(Records for processing begins)
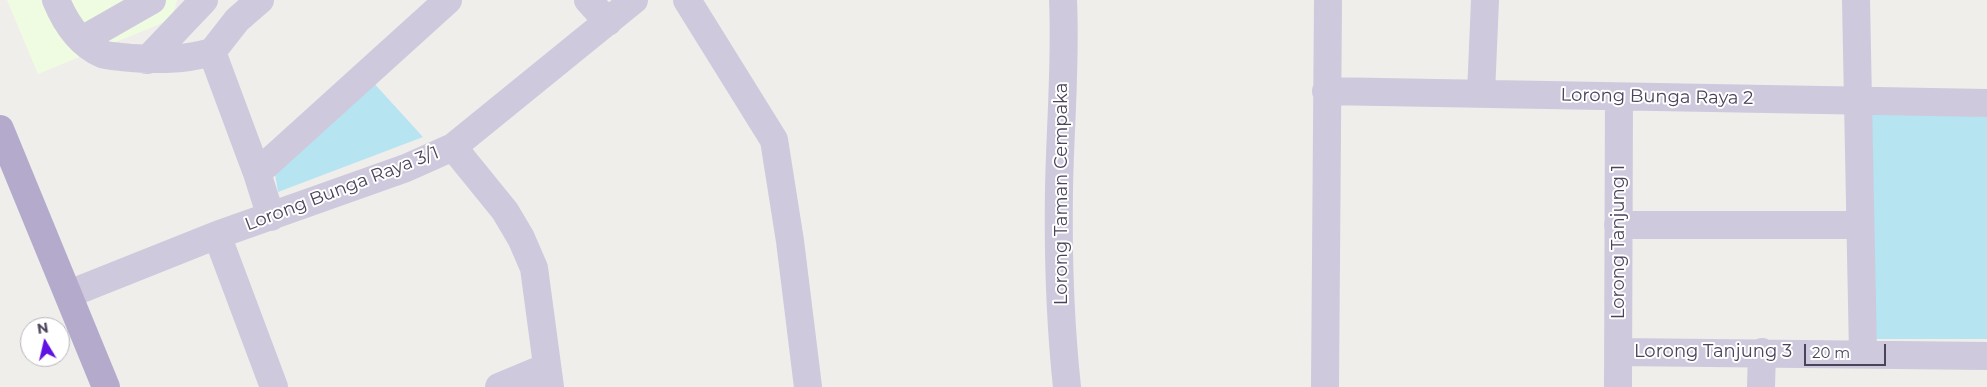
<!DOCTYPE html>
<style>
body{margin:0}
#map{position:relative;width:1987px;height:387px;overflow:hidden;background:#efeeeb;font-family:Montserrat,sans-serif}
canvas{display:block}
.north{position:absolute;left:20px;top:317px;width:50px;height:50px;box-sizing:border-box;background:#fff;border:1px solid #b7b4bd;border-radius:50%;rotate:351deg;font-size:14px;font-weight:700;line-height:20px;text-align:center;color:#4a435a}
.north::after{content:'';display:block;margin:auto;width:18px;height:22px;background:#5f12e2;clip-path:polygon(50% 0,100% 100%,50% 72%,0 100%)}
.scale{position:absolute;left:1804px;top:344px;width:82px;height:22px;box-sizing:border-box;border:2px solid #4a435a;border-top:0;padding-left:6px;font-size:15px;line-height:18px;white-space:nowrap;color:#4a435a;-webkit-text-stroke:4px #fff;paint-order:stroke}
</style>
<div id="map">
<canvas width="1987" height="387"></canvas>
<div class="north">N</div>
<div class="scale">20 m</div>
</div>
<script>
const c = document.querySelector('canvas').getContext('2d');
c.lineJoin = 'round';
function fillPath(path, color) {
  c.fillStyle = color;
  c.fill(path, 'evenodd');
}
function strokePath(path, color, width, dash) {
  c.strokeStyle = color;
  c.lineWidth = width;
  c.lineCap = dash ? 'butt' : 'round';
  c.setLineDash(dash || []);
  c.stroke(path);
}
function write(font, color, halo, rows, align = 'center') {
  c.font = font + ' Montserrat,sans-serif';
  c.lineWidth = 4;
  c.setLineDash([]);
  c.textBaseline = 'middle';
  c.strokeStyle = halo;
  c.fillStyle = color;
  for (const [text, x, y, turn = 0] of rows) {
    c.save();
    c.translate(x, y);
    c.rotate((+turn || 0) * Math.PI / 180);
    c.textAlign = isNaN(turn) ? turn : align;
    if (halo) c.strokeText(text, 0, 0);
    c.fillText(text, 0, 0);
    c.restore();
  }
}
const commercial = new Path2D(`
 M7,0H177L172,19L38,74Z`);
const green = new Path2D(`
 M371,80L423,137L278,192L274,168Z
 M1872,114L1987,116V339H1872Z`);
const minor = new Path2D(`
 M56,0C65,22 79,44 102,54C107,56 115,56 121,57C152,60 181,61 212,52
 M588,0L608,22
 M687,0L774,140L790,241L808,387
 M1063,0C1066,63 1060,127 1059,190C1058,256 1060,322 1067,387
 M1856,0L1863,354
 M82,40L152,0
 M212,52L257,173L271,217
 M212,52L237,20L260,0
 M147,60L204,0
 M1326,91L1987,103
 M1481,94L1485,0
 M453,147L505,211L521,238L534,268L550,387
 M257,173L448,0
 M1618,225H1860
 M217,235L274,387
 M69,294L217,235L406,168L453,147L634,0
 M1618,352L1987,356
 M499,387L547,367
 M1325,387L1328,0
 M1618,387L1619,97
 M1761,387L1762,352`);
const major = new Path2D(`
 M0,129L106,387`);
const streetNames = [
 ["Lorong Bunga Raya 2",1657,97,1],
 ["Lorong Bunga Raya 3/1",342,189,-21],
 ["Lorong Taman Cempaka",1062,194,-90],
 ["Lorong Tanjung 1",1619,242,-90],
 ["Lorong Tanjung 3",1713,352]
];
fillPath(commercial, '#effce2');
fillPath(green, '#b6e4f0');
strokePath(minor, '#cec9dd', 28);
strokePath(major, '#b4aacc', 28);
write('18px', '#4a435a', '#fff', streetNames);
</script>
(Records for processing ends)
Exercise details:
Each line above with the word "align" must be returned.

Finished exercise:
.north{position:absolute;left:20px;top:317px;width:50px;height:50px;box-sizing:border-box;background:#fff;border:1px solid #b7b4bd;border-radius:50%;rotate:351deg;font-size:14px;font-weight:700;line-height:20px;text-align:center;color:#4a435a}
function write(font, color, halo, rows, align = 'center') {
    c.textAlign = isNaN(turn) ? turn : align;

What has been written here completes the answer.